Message non lude Mars » 10 Avr 2007, 05:37

je suis pied-noir gros con


J'avais bien compris que tu étais très con...apprends les règles de la ponctuation, idiote.

Que l'on mette les choses au clair ... je suis pied-noir gros con et je ne me suis jamais sentie une colonisatrice parce que née en algérie ...

Je reviens après un long silence ... et qu'est ce que je lis ??? non mais tu te relis un peu ???

Tu amalgame tous les pieds noirs mais tu ne sais pas que certains ont souffert ??? et que la guerre d'algérie fut une sale merde ???


En tout cas tu te sens le besoin d'être agréssive et grossière pour tenter de faire passer tes idées, ce qui ne fait que renforcer mes convictions concernant le faible degré de civilisation de cette communautée, devenue indésirable jusque dans leur pays d'origine même (rappellons nous de l'acceuil chaleureux reservé par les métropolitains aux rapatriés d'Algérie).

Concernant la soit-disante "souffrance" des pieds-noirs, arrête d'essayer de me prendre par les sentiments et reste objective dans le débat, j'ai moi même personnellement perdu plusieurs membres de ma famille assassinés par les français alors garde tes demandes de pitié pour qui ça intêresse. Ton manque de pudeur est éffarant, cependant je te laisse me convaincre à propos des souffrances qu'ils auraient vécu, je te pris de bien vouloir m'en dire un peu plus, j'aimerais beaucoup savoir si c'est eux qui ont perdu 1 million et demi des leurs pendant la Guerre d'Algérie (qui fut un génocide, une sale merde effectivement comme tu le dis, mais dont les seules vraies victimes furent les algériens) ou si au contraire, ce sont les musulmans qui ont subit ces massacres, en plus d'avoir été exterminés par les français au 19 ème siècle et d'avoir subit l'opression et les executions barbares de masse de manière constante jusqu'au départ des envahisseurs.

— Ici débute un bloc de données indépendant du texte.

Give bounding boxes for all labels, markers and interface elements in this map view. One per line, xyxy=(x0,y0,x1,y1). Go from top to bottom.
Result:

En quoi les descendants des "colonisateurs" étaient responsables ??? j'aurais du me révolter en sortant du ventre de ma mère et me barrer tout de suite à ma naissance par le premier bateau ????

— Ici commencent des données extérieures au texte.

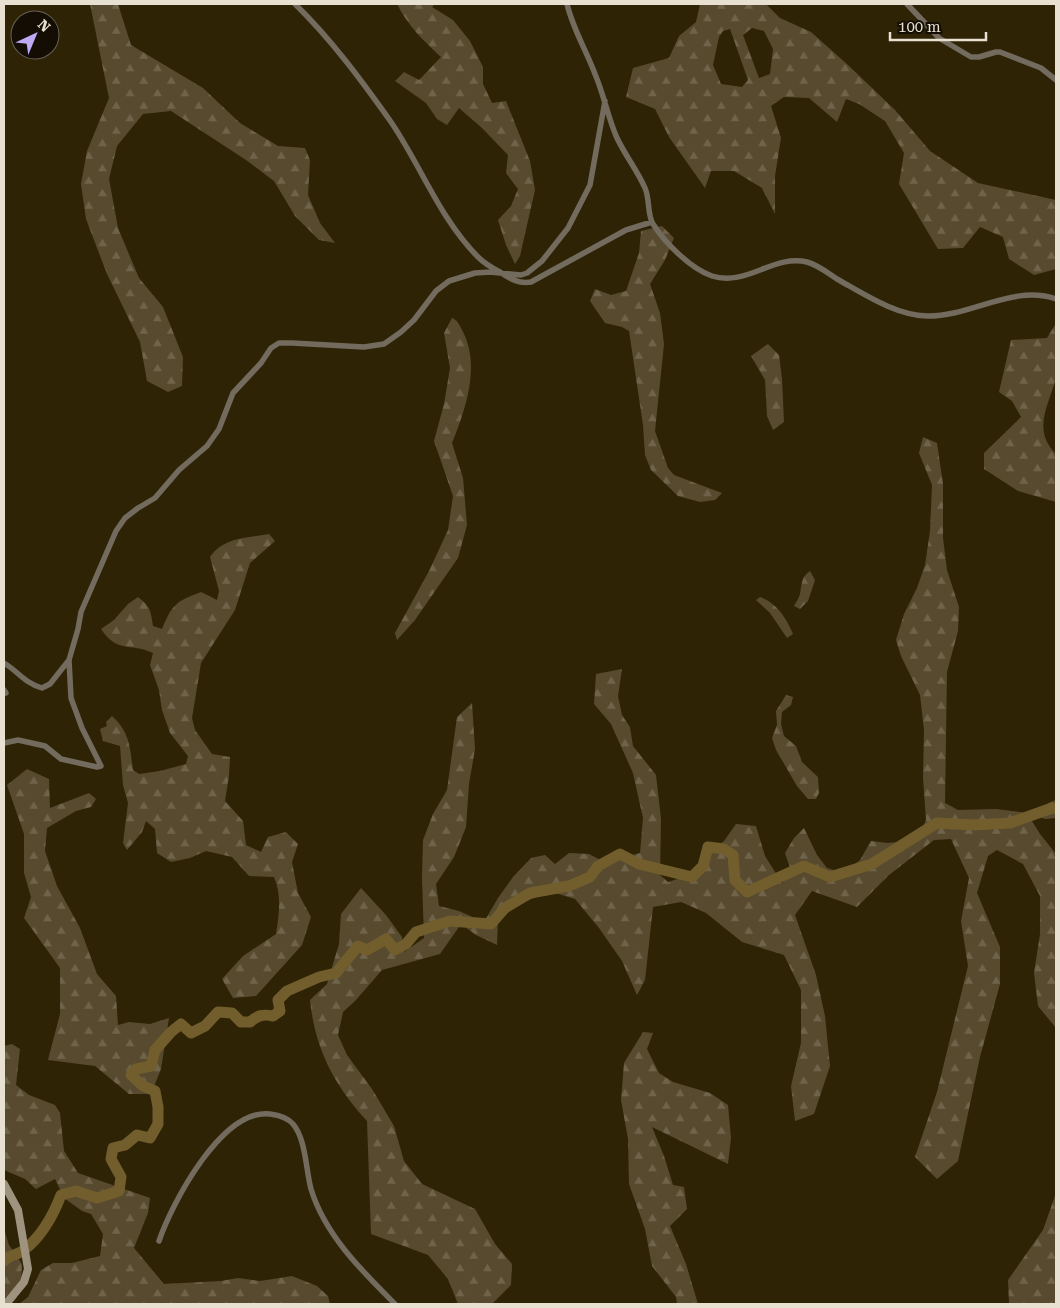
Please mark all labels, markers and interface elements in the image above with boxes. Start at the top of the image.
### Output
north arrow [10,10,60,60]
scale bar [890,10,986,42]
text: N [35,16,54,35]
text: 100 m [898,18,941,36]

La réponse est très simple, ils ne se sont pas comportés en simples descendants de criminels, ils ont continué l'oeuvre de leurs ancêtres racistes et ont voulu perpétuer la domination nazi des français sur les algériens en imposant leur culture, leur langue, leur religion et leur mode de vie, mais surtout en exercant la totalité des pouvoirs politiques du pays sans laisser la moindre place aux algériens, qui représentaient l'immense majorité de la population (plus de 90%) et qui avaient parfaitement le droit de rétablir leur autorité et de diriger leur nation en tant qu'êtres souverains, d'ailleurs c'est ce qu'ils ont fait, mais à quel prix...

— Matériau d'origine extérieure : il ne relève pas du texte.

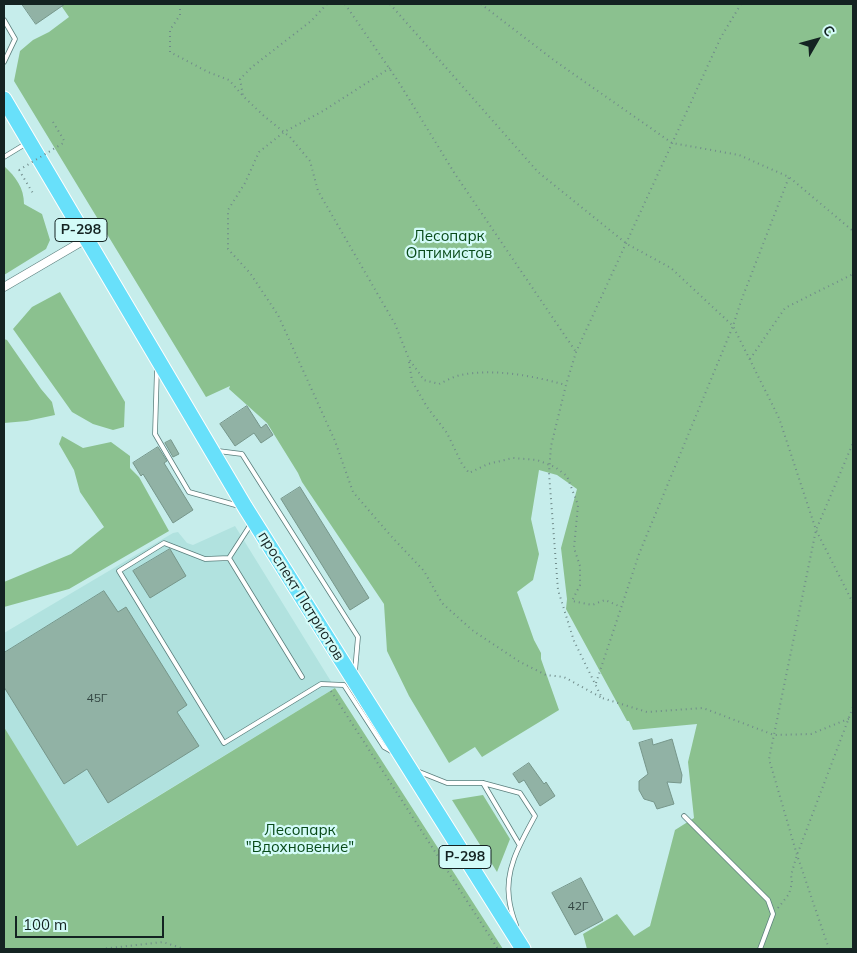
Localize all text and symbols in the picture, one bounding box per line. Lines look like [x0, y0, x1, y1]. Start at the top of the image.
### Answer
north arrow [792, 15, 842, 65]
text: С [819, 21, 839, 40]
road number: Р-298 [55, 218, 107, 242]
park label: Лесопарк Оптимистов [406, 227, 492, 262]
street label: проспект Патриотов [254, 528, 348, 664]
house number: 45Г [86, 691, 108, 705]
park label: Лесопарк "Вдохновение" [246, 821, 354, 856]
road number: Р-298 [439, 846, 491, 869]
house number: 42Г [567, 899, 589, 913]
scale bar [18, 906, 166, 938]
text: 100 m [23, 915, 67, 934]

Il y a eu de sales colonisateurs ... les colons ... mais la réalité de la majorité des pieds noirs ont souffert eux aussi des colons ...


Quelle est la différence entre les 2 termes? Les pieds-noirs n'étaient-ils donc pas les colons eux-même, arrivés en masse de France, du pourtour Méditerranéen et même d'Allemagne, pour piller les terres des musulmans qu'on avait depossedé de tous leurs biens pour enrichir les nouveaux arrivants? Je n'ai pas saisi le sens de tes propos.

Et les pieds noirs actuellement ne sont pas tous des racistes ... et combien de sites anti blancs ou antijuifs ou anti n'importe quoi s'ouvrent chaque jour ????


Je précise que ce n'était qu'une remarque sarcastique, à ne pas forcémment prendre au sérieux, même si la vue de tous ces sites de pieds-noirs xénophobes qui sont très nostalgiques de l'ancienne époque où ils faisant la loi chez les autres m'effraie. Saches que je n'ai aucune amertume vis-à-vis de ta commaunauté, je pense que vous avez bien assez été punis en étant expulsés comme des malspropres de cette terre que vous consideriez [à tort] comme vous appartenant intégralement, sentiment très étrange et incohérent né de l'extrême impérialisme et du racisme de vos ancêtres, qui ont cru que de s'incuster par la force en liquidant des millions de personnes donnerait le droit à leur progénitures de réclamer la posséssion de ce pays, qui a toujours été à leurs propriétaires,et ce depuis au moins 10 millénaires (à comparer avec les quelques décennies de la présence française),c'est à dire aux algériens.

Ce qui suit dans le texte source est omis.